Todo mundo é um pouco Woody Allen

 Composição de Federico Mauro




Somos potenciais neuróticos. É próprio do nosso ser. Por mais que psicanalistas, psicólogos ou psiquiatras questionem as atitudes, continuaremos a discutir com portas, espelhos, amigos imaginários; a colidir com nossa sanidade frente ao aperto no peito, medo da morte ou futuro encontro amoroso. Quem é normal? Faz bem ser ambivalente. Mostra-nos que estamos vivos. Sem exageros que contundam o coração, é claro.

Todo mundo é um pouco Woody Allen, convenhamos.
Descobri isso com Allen disfarçado de Allan no excelente Sonhos de um sedutor. Possuímos neuroses e apegos em relação ao amor. Como a personagem, nos afundamos em discussões sobre o desespero de morrermos sozinhos. E embora sejamos desajeitados para um romance sério ou casamento, demonstrar nosso temor é uma afronta. O medo do sofrimento é maior que o sucesso da tentativa. Acreditamos no afastamento psicológico, nas invenções que agradam o outro e maquiam a preguiça de sermos nós mesmos, desengonçados e desiludidos.

Em boa parte do filme, Allan dialoga com sua consciência, nada mais nada menos que Humphrey Bogart, astro do cinema norte-americano e galã, misto de psicanalista e espelho de Allen. É através dele que o protagonista foge dessa vida desajeitada, complexa e crua; entra na irrealidade do canonizado pelo pensamento padrão: o homem deve ser um macho alfa se desejar vencer. Humphrey é o bonitão conquistador, concordo, mas fatal quando destrói o homem simples.
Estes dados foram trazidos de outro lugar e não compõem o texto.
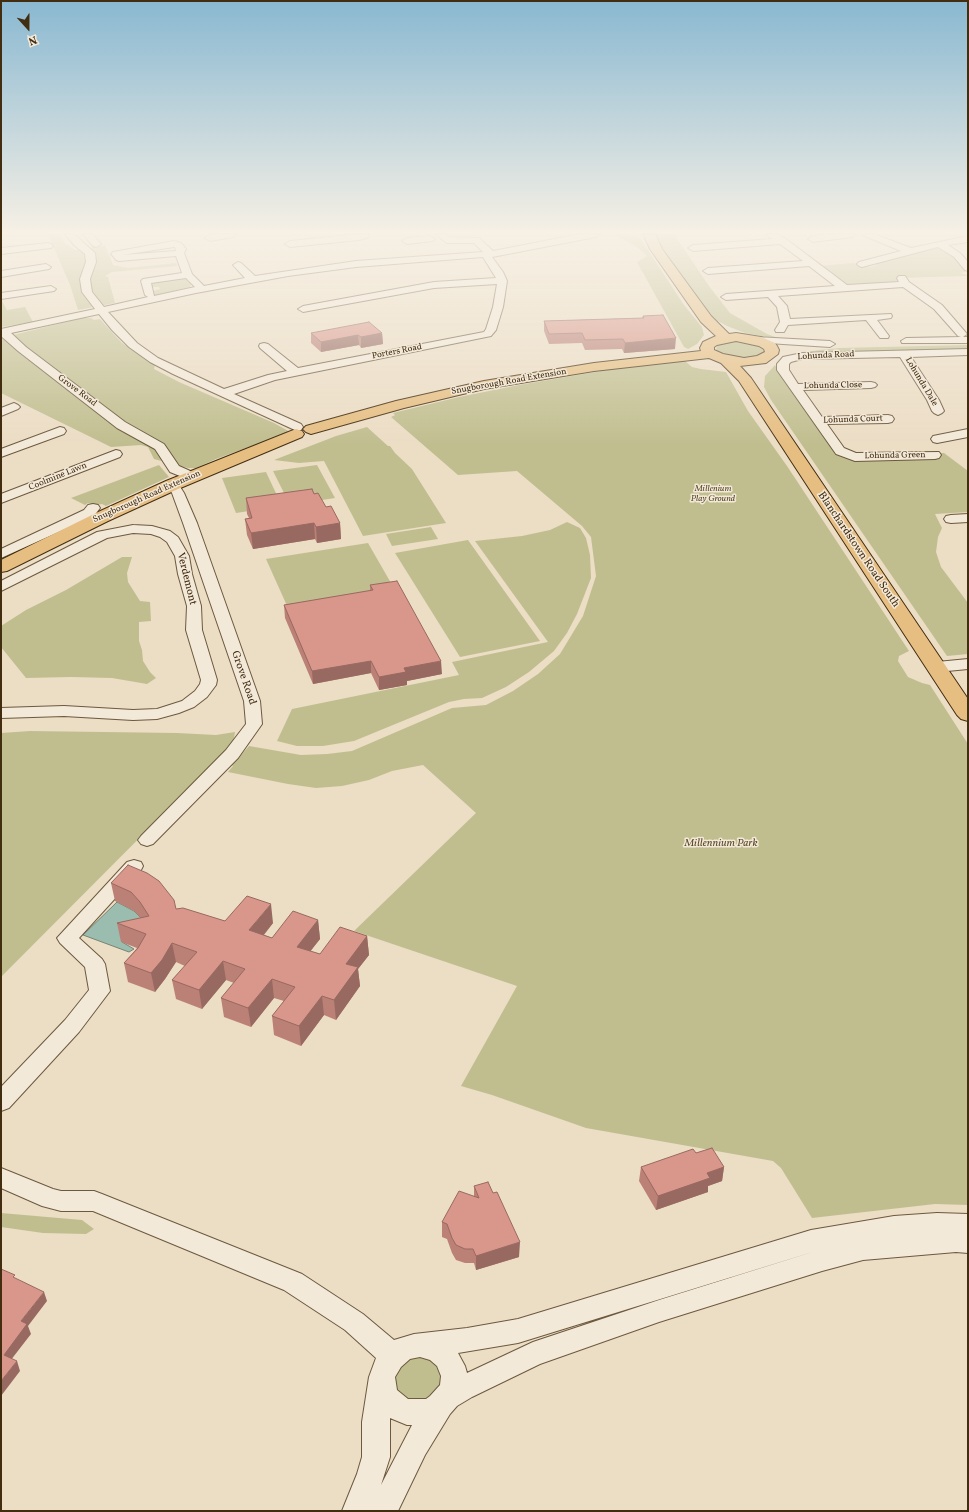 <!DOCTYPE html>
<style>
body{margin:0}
#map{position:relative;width:969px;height:1512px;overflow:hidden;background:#ecddc5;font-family:Vollkorn,serif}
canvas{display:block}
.frame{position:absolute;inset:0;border:2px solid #422d11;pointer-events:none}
.north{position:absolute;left:8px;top:8px;width:40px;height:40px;-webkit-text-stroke:3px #f3e9d9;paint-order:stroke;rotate:159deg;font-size:11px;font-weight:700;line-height:16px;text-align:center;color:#422d11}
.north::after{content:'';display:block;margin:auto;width:14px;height:18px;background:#422d11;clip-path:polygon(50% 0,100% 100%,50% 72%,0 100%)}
</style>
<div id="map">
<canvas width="969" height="1512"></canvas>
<div class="frame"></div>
<div class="north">N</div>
</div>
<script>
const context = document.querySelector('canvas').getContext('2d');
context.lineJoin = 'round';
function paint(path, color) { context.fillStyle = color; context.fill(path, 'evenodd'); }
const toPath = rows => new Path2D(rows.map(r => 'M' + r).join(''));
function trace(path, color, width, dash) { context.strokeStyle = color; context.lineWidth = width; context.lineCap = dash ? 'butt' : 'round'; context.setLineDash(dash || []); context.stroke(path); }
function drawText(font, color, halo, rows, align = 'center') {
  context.font = font + ' Vollkorn,serif'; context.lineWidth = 3; context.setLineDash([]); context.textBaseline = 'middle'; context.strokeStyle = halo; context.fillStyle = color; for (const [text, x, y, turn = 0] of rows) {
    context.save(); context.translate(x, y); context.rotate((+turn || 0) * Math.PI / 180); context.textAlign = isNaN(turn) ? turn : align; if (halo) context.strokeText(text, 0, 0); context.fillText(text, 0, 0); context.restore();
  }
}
const green = toPath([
 [48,234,59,234,65,243,75,250,105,245,113,265,128,268,176,263,177,266,112,272,105,276,108,277,115,303,78,310,70,285],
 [612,234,629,234,640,238,642,241,684,305,702,327,704,335,697,344,688,349,684,347,637,262,647,256,637,247],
 [652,234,674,234,709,286,730,313,767,334,784,340,745,333,727,326,716,320,702,305,698,303],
 [930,247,939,247,950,252,967,270,965,272,960,273,968,275,968,276,899,278,900,282,851,286,845,284,820,266,853,263,871,267,877,265,873,263],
 [185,278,191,284,190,287,154,296,153,291,160,289,159,287,151,287,149,282],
 [1,299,7,310,25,307,33,322,1,327],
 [82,318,91,318,94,320,100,319,122,343,155,365,154,369,179,382,274,423,290,432,216,459,196,468,188,468,154,459,148,447,141,445,111,447,1,393,1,338],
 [735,340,762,346,765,353,753,358,733,358,716,351,717,345],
 [968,345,968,350,801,353,819,350,839,348],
 [685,361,692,367,701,369,726,372,748,411,787,466,909,651,899,656,898,661,908,677,922,683,930,685,968,744,968,1205,935,1204,812,1218,781,1168,773,1161,586,1128,492,1095,461,1086,517,986,354,931,476,813,423,765,392,771,369,780,342,786,316,788,288,784,228,772,233,766,232,765,249,746,301,755,327,754,352,751,452,708,486,705,513,691,538,674,560,654,583,616,596,576,591,537,582,526,517,471,458,475,391,417,395,415,393,413,459,397,519,385,607,370],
 [775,365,840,454,923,458,940,457,939,453,944,453,968,471,968,512,935,514,942,528,938,537,936,552,941,567,968,603,968,654,947,656,771,400,764,387,765,376],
 [367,427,388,446,390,446,395,453,412,469,446,523,363,536,324,461,299,463,274,460,336,436],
 [159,465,169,477,106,506,102,504,96,505,88,503,85,505,71,498],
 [317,465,335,498,290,505,273,471],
 [266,472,282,506,236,513,222,478],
 [567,522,580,528,586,538,590,555,591,578,577,614,567,633,554,651,529,672,506,687,482,698,464,699,449,702,354,741,323,746,297,746,277,741,292,709,459,675,452,662,548,642,475,541,522,536,550,530],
 [431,527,438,539,392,546,386,534],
 [468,540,540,641,460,657,395,553],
 [368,543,395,590,288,608,266,559],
 [122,557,132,557,127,573,128,582,140,601,150,602,151,621,139,622,139,641,142,650,143,661,150,672,156,678,147,684,112,678,71,677,26,678,1,647,1,626,26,610,66,590],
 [30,731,177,733,216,735,235,732,233,744,2,976,1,976,1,733],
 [1,1213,82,1220,94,1229,86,1234,43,1233,1,1227],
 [419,1356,433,1361,438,1366,441,1379,440,1386,430,1397,422,1400,414,1400,406,1398,400,1394,396,1387,394,1380,396,1372,400,1365,412,1358]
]);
const water = toPath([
 [117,902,134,911,144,921,122,942,134,949,129,952,83,935,117,902]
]);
const minor = toPath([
 [65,234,74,234,95,253,96,262,90,279,92,292,104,307,148,297,145,295,141,281,143,279,182,273,176,256,119,261,116,260,113,256,111,254,113,252,174,241,181,243,186,249,184,253,192,274,204,286,245,278,233,265,238,262,241,263,255,276,356,261,483,252,474,243,447,243,435,234,445,234,449,237,479,238,493,251,580,234,600,234,596,237,492,257,503,272,507,281,503,307,496,330,491,336,275,380,234,394,301,424,303,427,301,430,297,431,173,374,150,362,129,347,112,330,99,314,11,333,26,347,125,422,164,444,179,466,197,474,198,477,197,480,192,481,170,472,155,449,117,428,18,351,1,336,1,329,95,309,82,292,80,279,86,262,85,254,74,245,65,234],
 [175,247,176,251,122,255,174,247,175,247],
 [483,257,496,278,434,282,303,306,298,309,303,312,434,288,497,284,493,307,486,329,484,332,298,368,268,344,264,343,260,344,259,346,260,348,287,371,268,375,224,389,158,358,137,343,108,312,196,293,288,276,356,267,483,257],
 [186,278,195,287,154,296,151,283,186,278],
 [83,234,92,234,101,244,96,247,93,246,83,234],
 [215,234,237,234,233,237,210,241,205,238,207,236,215,234],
 [358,234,369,234,369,236,367,238,359,240,290,247,285,244,290,241,358,234],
 [766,234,777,234,786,239,847,285,899,282,897,278,899,276,905,276,909,282,942,305,967,334,963,337,968,337,968,343,902,343,901,341,906,338,961,337,958,336,934,309,903,287,778,296,787,306,790,319,891,314,892,316,891,318,877,320,889,336,888,338,880,338,866,320,788,325,784,332,776,332,775,330,780,322,777,307,768,297,726,300,721,297,726,294,835,286,809,266,708,274,703,271,708,268,803,261,780,244,693,251,688,248,693,245,772,239,766,234],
 [828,234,856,234,852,237,813,242,808,239,813,236,828,234],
 [860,234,874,234,911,248,968,236,968,242,948,245,960,253,968,262,968,271,965,270,954,257,938,247,862,267,859,266,857,264,859,262,901,251,860,234],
 [430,236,435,239,433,241,407,244,402,241,407,238,430,236],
 [48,243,51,244,53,246,51,248,1,254,1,248,48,243],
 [46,264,51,267,49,269,1,277,1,271,46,264],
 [51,286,56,289,54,291,1,299,1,293,51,286],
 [756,337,830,341,835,344,830,347,752,342,751,340,752,338,756,337],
 [968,349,968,355,911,357,939,400,944,411,942,413,938,415,934,413,932,411,927,400,900,357,802,359,791,362,789,364,789,370,798,384,871,382,875,383,877,385,875,387,871,388,803,390,822,417,888,415,892,416,894,419,892,422,888,423,827,424,844,448,856,453,939,452,941,455,939,458,935,459,855,461,836,454,777,370,777,364,783,357,802,353,968,349],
 [14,403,18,405,20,407,18,409,1,416,1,408,14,403],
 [60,427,64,428,66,431,64,434,1,457,1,449,60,427],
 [968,429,968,437,937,443,933,442,931,439,933,436,968,429],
 [116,450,120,451,122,454,120,457,1,503,1,494,116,450],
 [172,481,177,482,184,493,197,523,260,701,262,724,238,758,153,844,147,846,141,844,138,840,141,836,226,750,246,724,244,701,183,523,172,493,166,485,167,482,172,481],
 [93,504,98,505,100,508,94,516,1,558,1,549,84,510,88,505,93,504],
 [968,514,968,522,951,523,946,522,944,519,946,516,951,515,968,514],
 [133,525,152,526,170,531,178,537,189,556,192,574,201,606,202,630,217,680,216,685,207,697,194,707,179,713,157,719,133,720,64,716,1,718,1,708,64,706,133,710,157,709,182,701,195,691,200,684,201,680,186,630,187,606,178,574,175,556,167,542,160,537,151,534,133,533,107,538,1,591,1,581,97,532,133,525],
 [968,659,968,669,937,672,931,670,929,667,931,664,937,662,968,659],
 [134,860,141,862,143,866,141,870,79,938,102,959,105,964,110,991,79,1032,9,1108,1,1111,1,1087,65,1020,89,990,85,967,60,943,57,938,127,862,134,860],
 [1,1168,53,1189,61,1191,94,1191,102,1194,302,1274,363,1314,394,1340,414,1334,467,1328,518,1319,811,1230,894,1216,937,1213,968,1214,968,1253,956,1252,863,1260,822,1271,659,1322,540,1364,472,1397,457,1406,450,1414,425,1455,398,1511,342,1511,357,1474,362,1457,362,1422,369,1377,376,1358,345,1330,284,1290,93,1211,61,1211,42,1206,1,1188,1,1168],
 [819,1250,659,1300,533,1342,467,1373,465,1366,458,1353,518,1343,819,1250],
 [420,1357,430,1360,437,1366,441,1376,440,1385,430,1396,426,1399,408,1399,397,1390,395,1377,401,1367,410,1359,420,1357],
 [390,1418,407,1425,412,1425,381,1485,390,1457,390,1418]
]);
const major = toPath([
 [643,234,655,234,662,249,711,316,729,334,736,333,761,337,775,343,777,346,779,350,778,354,766,363,740,366,751,378,968,699,968,721,961,719,957,715,739,381,721,363,709,358,594,371,484,389,404,408,311,434,306,432,303,429,306,426,396,401,484,381,594,363,701,351,700,348,703,342,716,336,701,322,650,249,643,234],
 [736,341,759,346,764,349,765,352,757,356,744,358,723,354,714,350,714,347,717,345,736,341],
 [296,429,302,431,304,434,302,437,178,489,108,521,7,571,1,572,1,560,96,513,166,481,296,429]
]);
const wall = toPath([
 [643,316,675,349,624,353,622,349,585,350,582,343,549,344,544,331,544,321,642,318],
 [311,333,382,333,383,344,361,348,359,345,321,352,311,343],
 [314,494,340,523,341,539,317,543,315,539,253,549,247,535,245,519,249,518,247,514,246,498],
 [370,585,442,674,407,681,407,685,379,690,371,673,313,684,285,618,284,605,370,591],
 [111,883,176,909,225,921,273,923,264,935,272,938,318,920,320,939,310,951,320,954,367,936,369,955,358,969,360,986,336,1020,324,1015,301,1046,274,1035,272,1016,284,1001,274,998,251,1027,224,1017,221,998,234,983,226,980,202,1009,176,999,172,980,185,966,176,962,165,979,155,992,128,982,124,963,137,948,121,942,117,923,141,918,134,911,115,901],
 [696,1153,724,1167,722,1181,708,1186,708,1192,656,1210,639,1181,641,1167],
 [474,1186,519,1257,476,1270,474,1263,465,1263,456,1260,452,1253,447,1239,442,1237,442,1222,474,1196]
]);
const shadedWall = toPath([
 [382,333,383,344,361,348,361,337],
 [358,335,359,345,321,352,321,342],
 [676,338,675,349,624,353,625,343],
 [314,523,315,539,253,549,251,533],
 [340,523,341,539,317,543,316,527],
 [371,661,371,673,313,684,312,671],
 [441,661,442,674,407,681,407,685,379,690,379,677,404,668],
 [271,904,273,923,252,949,249,930],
 [318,920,320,939,299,966,297,947],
 [367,936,369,955,358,969,360,986,336,1020,334,1000,346,964],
 [172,943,176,962,165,979,155,992,151,973],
 [223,961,226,980,202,1009,199,990],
 [272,979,274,998,251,1027,248,1008],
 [322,996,324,1015,301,1046,299,1026],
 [724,1167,722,1181,708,1186,708,1192,656,1210,658,1196,707,1173],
 [520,1242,519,1257,476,1270,476,1256],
 [44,1292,47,1301,28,1326,31,1334,7,1365,4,1355,21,1321],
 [17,1361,20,1371,1,1396,1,1381]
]);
const building = toPath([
 [663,315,676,338,625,343,623,339,585,340,582,333,549,334,544,321,644,318,643,316,663,315],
 [369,322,382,333,361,337,358,335,321,342,311,333,369,322],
 [312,489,314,494,318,493,326,507,331,506,340,523,316,527,314,523,251,533,245,519,252,518,246,498,312,489],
 [397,581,441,661,404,668,406,672,379,677,371,661,312,671,284,605,373,590,370,585,397,581],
 [128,865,147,873,159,881,174,900,176,909,183,908,225,921,247,896,271,904,249,930,272,938,293,911,318,920,297,947,320,954,340,927,367,936,346,964,358,967,334,1000,322,996,299,1026,272,1016,295,987,272,979,248,1008,221,998,245,969,223,961,199,990,172,980,197,952,172,943,162,960,151,973,124,963,138,948,146,934,117,923,149,916,140,902,131,892,111,883,128,865],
 [712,1148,724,1167,707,1173,710,1178,658,1196,641,1167,693,1149,696,1153,712,1148],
 [488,1182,493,1193,497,1192,520,1242,476,1256,473,1249,465,1249,456,1245,452,1238,447,1224,442,1222,459,1191,479,1198,474,1186,488,1182],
 [1,1269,15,1275,13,1277,44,1292,21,1321,27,1324,4,1355,17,1361,1,1381,1,1269]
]);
const farStreetnames = [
 ["Porters Road",397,352,-11],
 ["Lohunda Road",826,356,-3],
 ["Snugborough Road Extension",509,382,-10],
 ["Lohunda Dale",921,382,59],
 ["Lohunda Close",833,386,-1],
 ["Grove Road",77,391,37],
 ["Lohunda Court",853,420,-2],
 ["Lohunda Green",895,456,-1],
 ["Coolmine Lawn",58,477,-22],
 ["Snugborough Road Extension",147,497,-24]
];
const farParknames = [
 ["Millenium",713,489],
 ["Play Ground",713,499]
];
const streetNames = [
 ["Blanchardstown Road South",858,550,56],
 ["Verdemont",186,579,76],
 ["Grove Road",243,678,71]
];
const parkNames = [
 ["Millennium Park",721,844]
];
paint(green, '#c0be8f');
paint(water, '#9abdaf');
trace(water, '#778370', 1);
trace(minor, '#6c593e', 2);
trace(major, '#422d11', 2);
paint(minor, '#f3e9d9');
paint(major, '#e6be82');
paint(wall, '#bb8177');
paint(shadedWall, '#986961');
paint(building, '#d9968a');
trace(building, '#986961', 1);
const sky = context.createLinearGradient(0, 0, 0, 446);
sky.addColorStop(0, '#89b8d1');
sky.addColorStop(0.52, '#f6f0e5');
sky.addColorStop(1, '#f6f0e500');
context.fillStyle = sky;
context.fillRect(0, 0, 969, 446);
drawText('9px', '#422d11', '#f3e9d9', farStreetnames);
drawText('italic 9px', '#5b4a2a', '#f3e9d9', farParknames);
drawText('11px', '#422d11', '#f3e9d9', streetNames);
drawText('italic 11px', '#5b4a2a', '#f3e9d9', parkNames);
</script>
Quantos de nós já armamos saídas cômicas
para impressionar alguém? Espalhar discos pela casa, mandar cartas quilométricas, colocar no Facebook mensagens desesperadas, filosofar sem ter a menor ideia do tema, mentir por uma boa causa sobre o que fazemos? Nos aprisionamos em falsas impressões com receio de que as verdadeiras sejam barreiras entre e o fato e o futuro; para que pareçamos pessoas interessantes sem sê-las. Qual o problema de revelarmos uma insônia, uma fixação por trabalho, que enlouquecemos de vez em quando ou que a vida não tem sentido? Por que não dizer que assaltamos a geladeira durante a noite, que adoramos calmantes ou gostamos de funk e, em vez de um MC, aplaudimos um movimento de Bach sem termos a noção da diferença entre um Allegro e um 4/4 na bateria? Ser você mesmo tornaria as coisas menos desgastantes.

E terminamos por cair no mesmo erro de Allan, o apoio do outro para erguer a própria coragem.
Enviamos o amigo do amigo a nosso favor. Se ela disser não o impacto é menor. Se disser sim, bem, como manter a fantasia? A segurança em nosso Bogart pessoal precisa ser depositada na pessoa com quem desejamos compartilhar a vida. Por que fingir ser alguém é tão prazeroso se voltamos ao que somos no final? É como um Mr Hyde moderno, lutando a todo custo com seu duplo, abafando o que nos faz únicos: defeitos e manias que podem ser aceitos.

Sejamos afoitos, nervosos, medrosos,
mas saibamos dosar o Woody que existe em nós. Tomemos banho de perfume barato, mas que fique claro ser proposital pela importância do outro. Não conheço quem não fique encantado com uma atitude transparente ou de saber que você deixou o livro aberto no poema do Neruda perfeito para o momento.

Se
é para sermos Woody Allen, que captemos a essência. A maior lição é enxergar as coisas nesse turbilhão de sensações. De resto é tomar um calmante e aguardar a tempestade cessar.